--- TASK TO CARRY OUT ---
For each line below with the word "accent", write out a copy.

Records from a data source
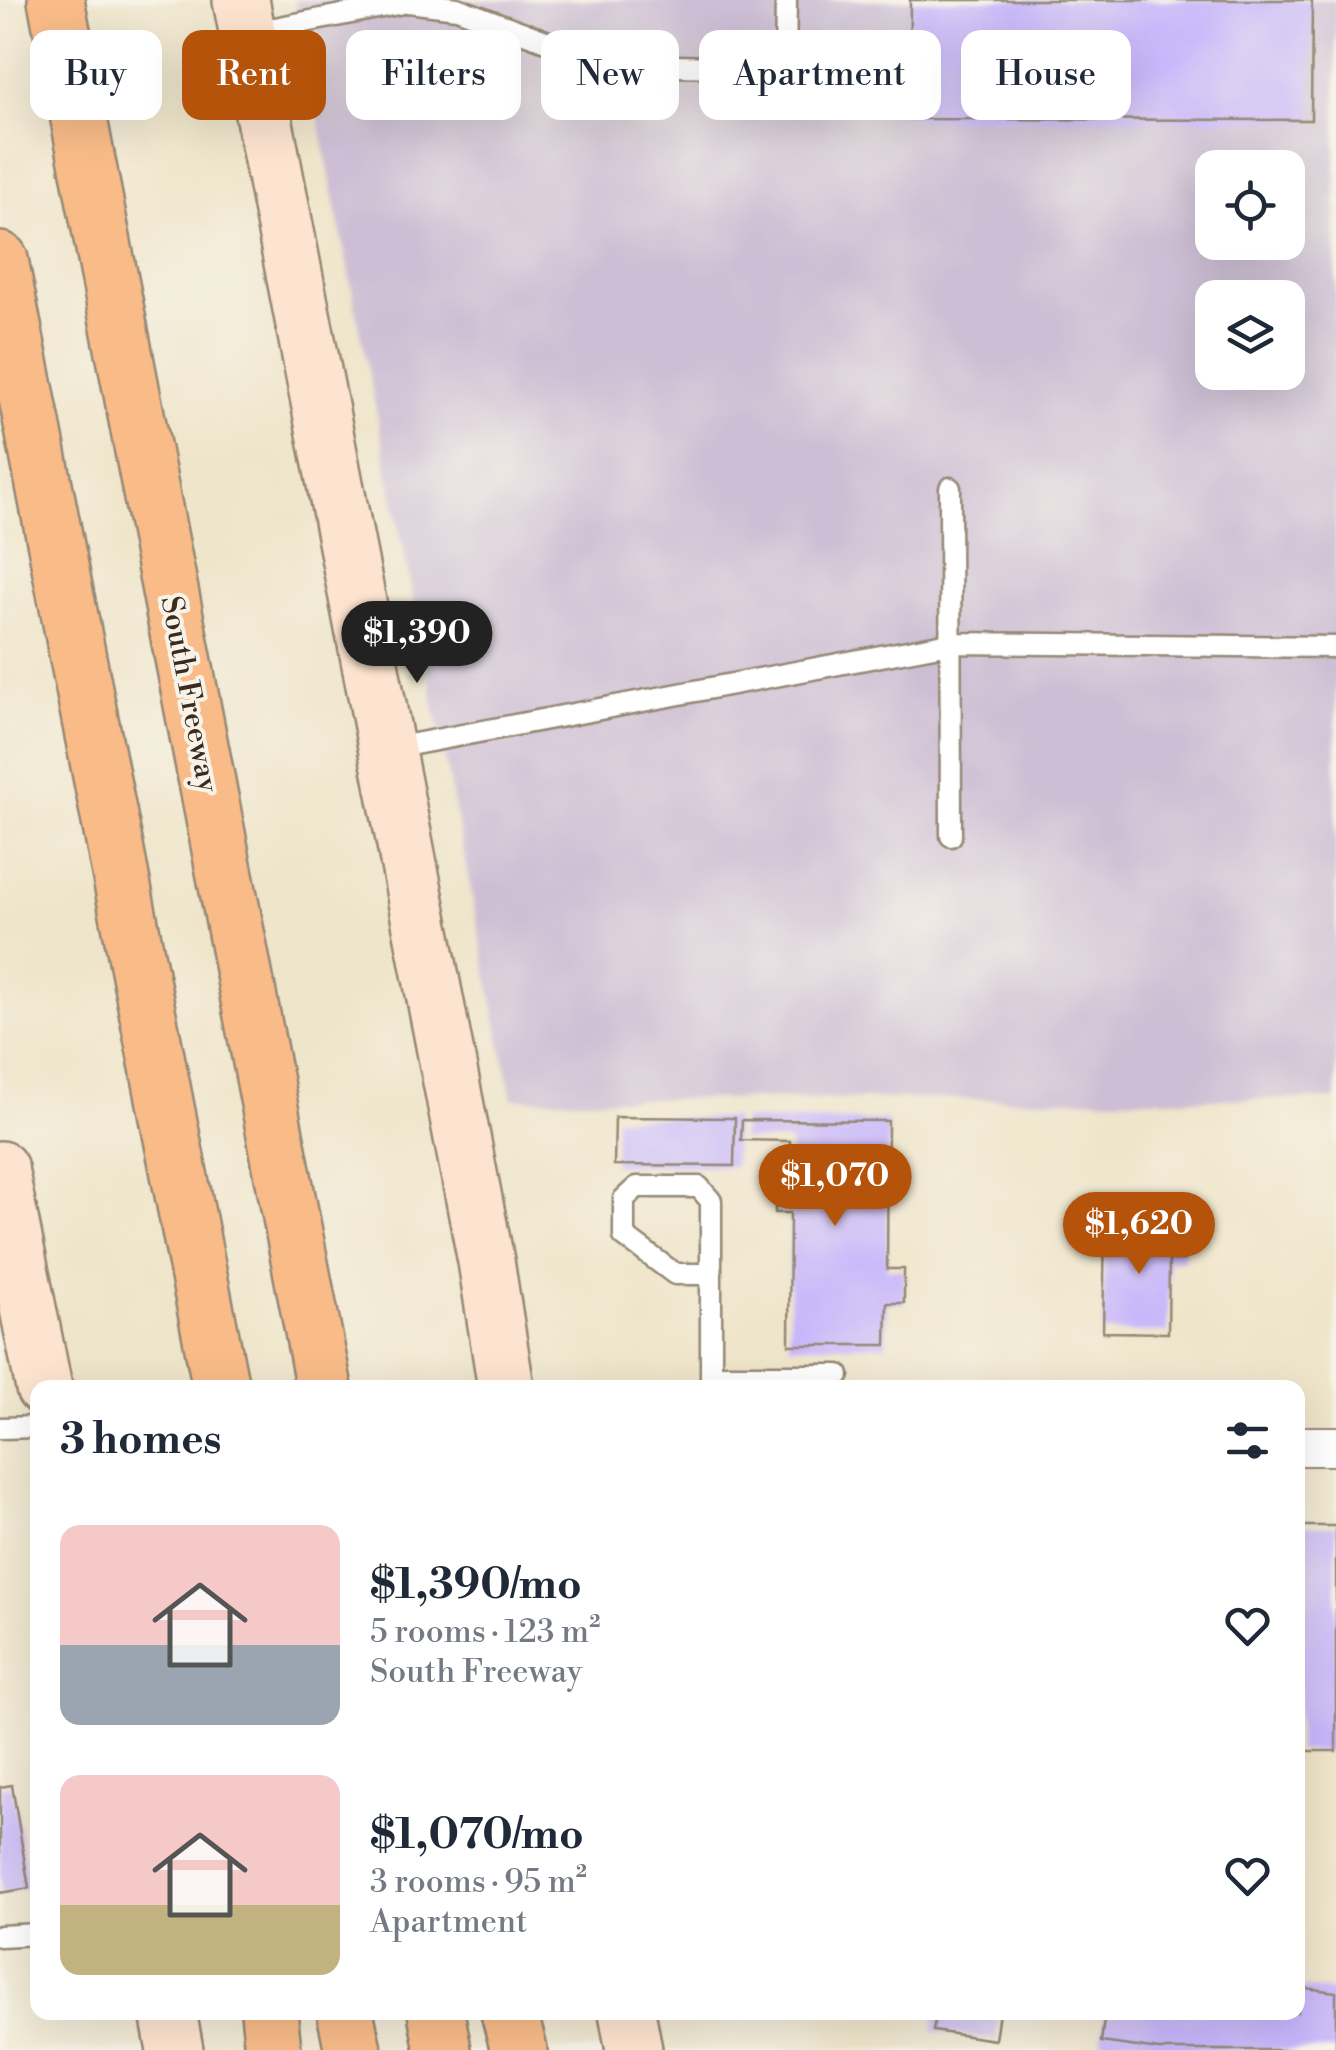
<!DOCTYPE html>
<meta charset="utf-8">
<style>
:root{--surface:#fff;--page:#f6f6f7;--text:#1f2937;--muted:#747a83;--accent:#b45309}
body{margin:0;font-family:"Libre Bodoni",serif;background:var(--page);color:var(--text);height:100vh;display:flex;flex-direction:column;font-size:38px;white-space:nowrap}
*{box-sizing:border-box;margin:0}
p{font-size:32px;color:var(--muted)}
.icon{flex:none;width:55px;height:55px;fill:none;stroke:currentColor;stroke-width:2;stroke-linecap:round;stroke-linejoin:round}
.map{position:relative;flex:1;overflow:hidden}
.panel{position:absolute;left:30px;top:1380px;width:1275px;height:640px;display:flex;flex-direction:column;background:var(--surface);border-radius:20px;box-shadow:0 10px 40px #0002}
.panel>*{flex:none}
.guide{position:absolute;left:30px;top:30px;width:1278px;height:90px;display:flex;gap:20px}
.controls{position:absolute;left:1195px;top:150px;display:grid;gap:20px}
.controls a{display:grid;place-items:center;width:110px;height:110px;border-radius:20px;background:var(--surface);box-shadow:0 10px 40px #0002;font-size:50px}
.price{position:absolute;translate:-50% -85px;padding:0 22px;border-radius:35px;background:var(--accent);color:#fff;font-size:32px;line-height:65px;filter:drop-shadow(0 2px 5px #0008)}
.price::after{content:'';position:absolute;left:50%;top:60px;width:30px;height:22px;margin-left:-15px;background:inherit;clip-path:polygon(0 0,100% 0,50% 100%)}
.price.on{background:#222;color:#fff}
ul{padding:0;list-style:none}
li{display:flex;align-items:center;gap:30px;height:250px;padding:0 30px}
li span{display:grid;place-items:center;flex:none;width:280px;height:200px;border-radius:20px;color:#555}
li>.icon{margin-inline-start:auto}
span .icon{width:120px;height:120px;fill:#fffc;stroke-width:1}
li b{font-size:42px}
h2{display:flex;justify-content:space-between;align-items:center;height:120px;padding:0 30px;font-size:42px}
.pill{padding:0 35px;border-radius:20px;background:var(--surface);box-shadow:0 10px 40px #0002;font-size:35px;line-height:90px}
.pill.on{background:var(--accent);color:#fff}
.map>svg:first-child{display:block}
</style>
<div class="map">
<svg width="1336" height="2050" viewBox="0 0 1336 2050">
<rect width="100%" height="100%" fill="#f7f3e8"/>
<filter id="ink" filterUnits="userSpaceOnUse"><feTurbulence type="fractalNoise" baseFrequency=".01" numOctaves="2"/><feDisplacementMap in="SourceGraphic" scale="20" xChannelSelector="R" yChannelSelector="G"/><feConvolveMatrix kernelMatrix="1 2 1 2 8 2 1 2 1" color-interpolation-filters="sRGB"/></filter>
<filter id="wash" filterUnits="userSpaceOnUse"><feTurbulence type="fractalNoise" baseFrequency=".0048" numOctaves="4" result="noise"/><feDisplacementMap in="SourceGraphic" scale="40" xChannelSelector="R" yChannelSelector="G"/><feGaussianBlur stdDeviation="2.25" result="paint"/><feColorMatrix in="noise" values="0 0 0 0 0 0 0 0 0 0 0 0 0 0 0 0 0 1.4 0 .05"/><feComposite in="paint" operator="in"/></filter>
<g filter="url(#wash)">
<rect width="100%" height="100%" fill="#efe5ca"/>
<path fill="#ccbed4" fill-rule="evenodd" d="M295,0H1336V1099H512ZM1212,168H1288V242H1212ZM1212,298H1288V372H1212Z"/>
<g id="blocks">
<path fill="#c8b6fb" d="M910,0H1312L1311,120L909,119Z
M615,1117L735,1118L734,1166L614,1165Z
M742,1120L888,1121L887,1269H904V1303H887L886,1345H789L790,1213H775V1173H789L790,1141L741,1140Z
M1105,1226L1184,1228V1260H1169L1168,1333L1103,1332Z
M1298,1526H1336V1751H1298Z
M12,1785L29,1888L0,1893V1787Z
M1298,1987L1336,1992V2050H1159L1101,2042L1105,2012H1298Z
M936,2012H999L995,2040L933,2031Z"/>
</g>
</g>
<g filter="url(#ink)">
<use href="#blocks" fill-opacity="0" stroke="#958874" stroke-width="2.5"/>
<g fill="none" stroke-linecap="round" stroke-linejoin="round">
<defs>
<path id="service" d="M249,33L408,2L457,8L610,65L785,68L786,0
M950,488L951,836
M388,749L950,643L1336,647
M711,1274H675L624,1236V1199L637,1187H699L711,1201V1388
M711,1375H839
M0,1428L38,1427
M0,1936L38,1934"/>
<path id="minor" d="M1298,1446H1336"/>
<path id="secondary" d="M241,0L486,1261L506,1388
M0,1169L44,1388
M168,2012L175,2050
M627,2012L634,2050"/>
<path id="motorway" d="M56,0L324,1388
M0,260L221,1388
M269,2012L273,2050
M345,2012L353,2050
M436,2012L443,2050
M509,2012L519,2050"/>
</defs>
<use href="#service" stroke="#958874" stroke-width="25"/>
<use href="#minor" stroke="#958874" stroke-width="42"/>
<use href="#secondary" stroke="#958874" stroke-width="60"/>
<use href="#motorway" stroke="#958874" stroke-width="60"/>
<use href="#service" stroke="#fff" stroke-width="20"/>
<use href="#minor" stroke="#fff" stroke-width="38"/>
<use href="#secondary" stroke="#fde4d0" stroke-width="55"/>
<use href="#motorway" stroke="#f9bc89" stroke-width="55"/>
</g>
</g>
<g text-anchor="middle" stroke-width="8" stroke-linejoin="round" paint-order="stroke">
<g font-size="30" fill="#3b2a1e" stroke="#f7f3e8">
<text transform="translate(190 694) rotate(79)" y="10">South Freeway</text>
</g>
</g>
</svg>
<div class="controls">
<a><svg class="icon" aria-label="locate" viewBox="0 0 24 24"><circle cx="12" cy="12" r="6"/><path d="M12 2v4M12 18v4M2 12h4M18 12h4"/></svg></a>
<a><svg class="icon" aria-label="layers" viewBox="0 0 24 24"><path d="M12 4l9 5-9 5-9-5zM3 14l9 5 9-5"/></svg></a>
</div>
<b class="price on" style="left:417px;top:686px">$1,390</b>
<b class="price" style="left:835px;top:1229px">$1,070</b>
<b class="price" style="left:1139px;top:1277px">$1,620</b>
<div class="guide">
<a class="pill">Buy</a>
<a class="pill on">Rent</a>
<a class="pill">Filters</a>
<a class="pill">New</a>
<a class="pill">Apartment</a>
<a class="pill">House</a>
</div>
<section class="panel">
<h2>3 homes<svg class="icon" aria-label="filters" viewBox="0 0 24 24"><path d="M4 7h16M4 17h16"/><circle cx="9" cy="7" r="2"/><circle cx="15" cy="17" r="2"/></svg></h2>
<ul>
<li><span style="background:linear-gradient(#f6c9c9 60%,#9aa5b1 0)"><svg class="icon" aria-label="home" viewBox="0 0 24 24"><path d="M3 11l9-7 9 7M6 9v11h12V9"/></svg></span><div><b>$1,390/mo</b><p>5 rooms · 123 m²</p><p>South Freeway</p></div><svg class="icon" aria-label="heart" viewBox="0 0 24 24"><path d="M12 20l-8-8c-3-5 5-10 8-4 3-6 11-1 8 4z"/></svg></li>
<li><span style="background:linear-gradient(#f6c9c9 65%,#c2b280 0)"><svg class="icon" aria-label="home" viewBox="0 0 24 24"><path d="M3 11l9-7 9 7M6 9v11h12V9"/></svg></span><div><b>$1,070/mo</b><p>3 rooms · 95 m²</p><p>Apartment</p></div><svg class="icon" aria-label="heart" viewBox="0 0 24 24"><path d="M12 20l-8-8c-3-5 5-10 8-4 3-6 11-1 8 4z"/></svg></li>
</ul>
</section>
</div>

--- SOLUTION TO THIS PROBLEM ---
:root{--surface:#fff;--page:#f6f6f7;--text:#1f2937;--muted:#747a83;--accent:#b45309}
.price{position:absolute;translate:-50% -85px;padding:0 22px;border-radius:35px;background:var(--accent);color:#fff;font-size:32px;line-height:65px;filter:drop-shadow(0 2px 5px #0008)}
.pill.on{background:var(--accent);color:#fff}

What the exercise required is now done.